Definition of complex software:

Contains code written by (contributed from) more than 10 developers over its lifetime, and not written in the same time frame
Depends on more than 10 external libraries, each with caveats
A typical software task (for generating a result wanted by the user) requires 10 or more input parameters, where most of them have default values but are configurable if the user needs control.
Most importantly, software that has the appropriate complexity relative to the task being performed, i.e. not unnecessarily complicated.

Edited: What is complex? Please see There is a big difference between Complex and Complicated. (direct link)

Definition of Redundancy/Robustness within this question:
(Added Robustness based on comments)

If a software task failed when the current set of parameters was used, try different parameters.
- Obviously, there must be inside knowledge that those "different" parameters use a different code path, possibly resulting in a different (hopefully better) outcome.
- Sometimes these different code path are chosen based on observations of the external libraries.
At the end, if the actual task performed is slightly different from the user's specification, the user will receive a report detailing the discrepancy.
Finally, like the 10-plus configurable parameters, the redundancy and reporting are also configurable.

Example of such software:

Database Migration
- Business database
- Source control database, etc.
Batch converting between a Word document and an OpenOffice document, PowerPoint and OpenOffice Draw, etc.
Automatic translation of an entire website
Automatic analysis of software package, such as Doxygen, but where the analysis needs to be more dependable (i.e. not just a documentation tool)
Network communication, where packets may be lost and a number of retries are expected

This question was originally inspired from How do you deal with intentionally bad code?
but is now focused on just one of the causes of software bloat. This question does not address any other causes of software bloat, such as addition of new features.

Possibly related:

Solução

This is a business question, not a technical one.

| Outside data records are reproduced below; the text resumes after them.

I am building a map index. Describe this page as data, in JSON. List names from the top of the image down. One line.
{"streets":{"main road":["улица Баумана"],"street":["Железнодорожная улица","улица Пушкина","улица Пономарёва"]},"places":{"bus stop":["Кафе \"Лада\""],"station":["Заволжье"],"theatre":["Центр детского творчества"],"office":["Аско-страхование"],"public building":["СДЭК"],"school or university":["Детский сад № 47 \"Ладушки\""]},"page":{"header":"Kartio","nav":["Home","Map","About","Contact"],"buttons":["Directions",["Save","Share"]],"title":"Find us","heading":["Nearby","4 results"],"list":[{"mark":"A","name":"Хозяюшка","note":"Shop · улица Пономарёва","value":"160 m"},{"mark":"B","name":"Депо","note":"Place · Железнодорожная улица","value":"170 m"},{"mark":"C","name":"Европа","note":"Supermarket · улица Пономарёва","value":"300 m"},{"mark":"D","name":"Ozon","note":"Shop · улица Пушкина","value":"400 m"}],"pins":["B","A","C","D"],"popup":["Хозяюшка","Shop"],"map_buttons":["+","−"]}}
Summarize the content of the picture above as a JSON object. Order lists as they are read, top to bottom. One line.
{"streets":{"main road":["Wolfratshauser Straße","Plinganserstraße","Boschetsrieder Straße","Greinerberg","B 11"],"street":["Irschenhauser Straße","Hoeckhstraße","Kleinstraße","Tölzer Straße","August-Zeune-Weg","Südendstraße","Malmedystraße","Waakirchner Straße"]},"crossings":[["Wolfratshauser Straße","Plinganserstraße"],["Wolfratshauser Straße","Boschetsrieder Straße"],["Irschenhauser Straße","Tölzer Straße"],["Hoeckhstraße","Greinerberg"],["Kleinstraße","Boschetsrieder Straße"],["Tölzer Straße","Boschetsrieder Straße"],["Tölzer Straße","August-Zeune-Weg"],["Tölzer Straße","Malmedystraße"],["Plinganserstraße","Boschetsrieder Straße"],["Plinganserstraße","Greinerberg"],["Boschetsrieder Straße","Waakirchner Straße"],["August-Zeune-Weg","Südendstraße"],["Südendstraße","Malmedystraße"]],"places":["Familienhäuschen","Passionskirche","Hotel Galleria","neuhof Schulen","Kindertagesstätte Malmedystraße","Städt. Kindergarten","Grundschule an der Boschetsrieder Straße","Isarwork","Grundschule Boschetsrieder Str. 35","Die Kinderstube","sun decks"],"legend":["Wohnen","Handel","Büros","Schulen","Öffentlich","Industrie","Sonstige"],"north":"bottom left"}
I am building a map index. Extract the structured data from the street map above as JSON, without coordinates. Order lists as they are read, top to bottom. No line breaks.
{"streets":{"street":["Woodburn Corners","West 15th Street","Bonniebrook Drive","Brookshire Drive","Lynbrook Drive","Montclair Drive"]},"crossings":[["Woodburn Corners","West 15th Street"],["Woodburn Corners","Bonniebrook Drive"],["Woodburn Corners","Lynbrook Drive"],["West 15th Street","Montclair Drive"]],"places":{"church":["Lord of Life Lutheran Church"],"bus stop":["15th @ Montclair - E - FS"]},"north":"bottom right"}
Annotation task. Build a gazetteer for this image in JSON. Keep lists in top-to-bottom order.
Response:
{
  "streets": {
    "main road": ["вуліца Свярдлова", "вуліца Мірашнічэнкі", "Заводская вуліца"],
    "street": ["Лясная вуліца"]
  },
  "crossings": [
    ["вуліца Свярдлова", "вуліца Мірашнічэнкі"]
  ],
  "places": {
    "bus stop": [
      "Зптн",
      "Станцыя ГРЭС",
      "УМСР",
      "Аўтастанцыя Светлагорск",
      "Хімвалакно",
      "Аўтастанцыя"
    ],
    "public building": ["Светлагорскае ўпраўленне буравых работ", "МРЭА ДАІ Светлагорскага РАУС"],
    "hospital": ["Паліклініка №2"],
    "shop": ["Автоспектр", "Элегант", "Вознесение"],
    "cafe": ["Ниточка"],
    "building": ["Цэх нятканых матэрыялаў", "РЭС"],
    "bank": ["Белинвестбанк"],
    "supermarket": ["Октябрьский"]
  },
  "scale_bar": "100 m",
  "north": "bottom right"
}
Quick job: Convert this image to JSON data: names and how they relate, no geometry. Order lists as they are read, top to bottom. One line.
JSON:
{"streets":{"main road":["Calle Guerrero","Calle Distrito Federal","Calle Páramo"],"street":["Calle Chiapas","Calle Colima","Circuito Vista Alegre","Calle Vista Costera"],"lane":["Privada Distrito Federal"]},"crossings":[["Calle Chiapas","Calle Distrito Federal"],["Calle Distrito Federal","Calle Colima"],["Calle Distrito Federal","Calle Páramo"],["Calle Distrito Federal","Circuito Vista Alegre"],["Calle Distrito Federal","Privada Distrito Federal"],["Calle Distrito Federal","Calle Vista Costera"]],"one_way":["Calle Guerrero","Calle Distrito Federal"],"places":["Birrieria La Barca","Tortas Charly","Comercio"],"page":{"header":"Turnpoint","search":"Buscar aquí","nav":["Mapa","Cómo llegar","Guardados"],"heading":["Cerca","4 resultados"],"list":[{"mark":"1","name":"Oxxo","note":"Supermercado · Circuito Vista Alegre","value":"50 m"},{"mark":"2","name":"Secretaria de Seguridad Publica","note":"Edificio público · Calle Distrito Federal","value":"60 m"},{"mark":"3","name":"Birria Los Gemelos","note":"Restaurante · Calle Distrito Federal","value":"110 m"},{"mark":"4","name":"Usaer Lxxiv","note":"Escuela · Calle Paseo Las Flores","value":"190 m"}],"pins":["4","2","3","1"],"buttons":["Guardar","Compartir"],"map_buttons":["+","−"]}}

Sometimes I'm coding with researchers or on a prototype, so we'll build something with very low robustness. If it breaks, we fix it. There's no point in investing in extra magic if we're going to throw away the code soon.

But if the users of your system need it to be robust, you should build it that way. And you should make it robust specifically in the ways that you and they need to maximize long-term success, while ignoring the kinds of redundancy/robustness that they don't need.

Generally, I start rough and then add robustness over time. I frequently make questions like this part of the normal planning process. I generally work in the Extreme Programming style, where we make a long list of desired features, and I put robustness features in there, too. E.g., "System survives the failure of any single box," gets mixed in with things like "User can join using Facebook credentials." Whichever one comes up first, I build first.

Outras dicas

Complex software typically is redundant as you probably know, but obviously not because that's the best way to do it but because developers tend to "tack on" existing code rather than attempt to understand in great detail how the software works.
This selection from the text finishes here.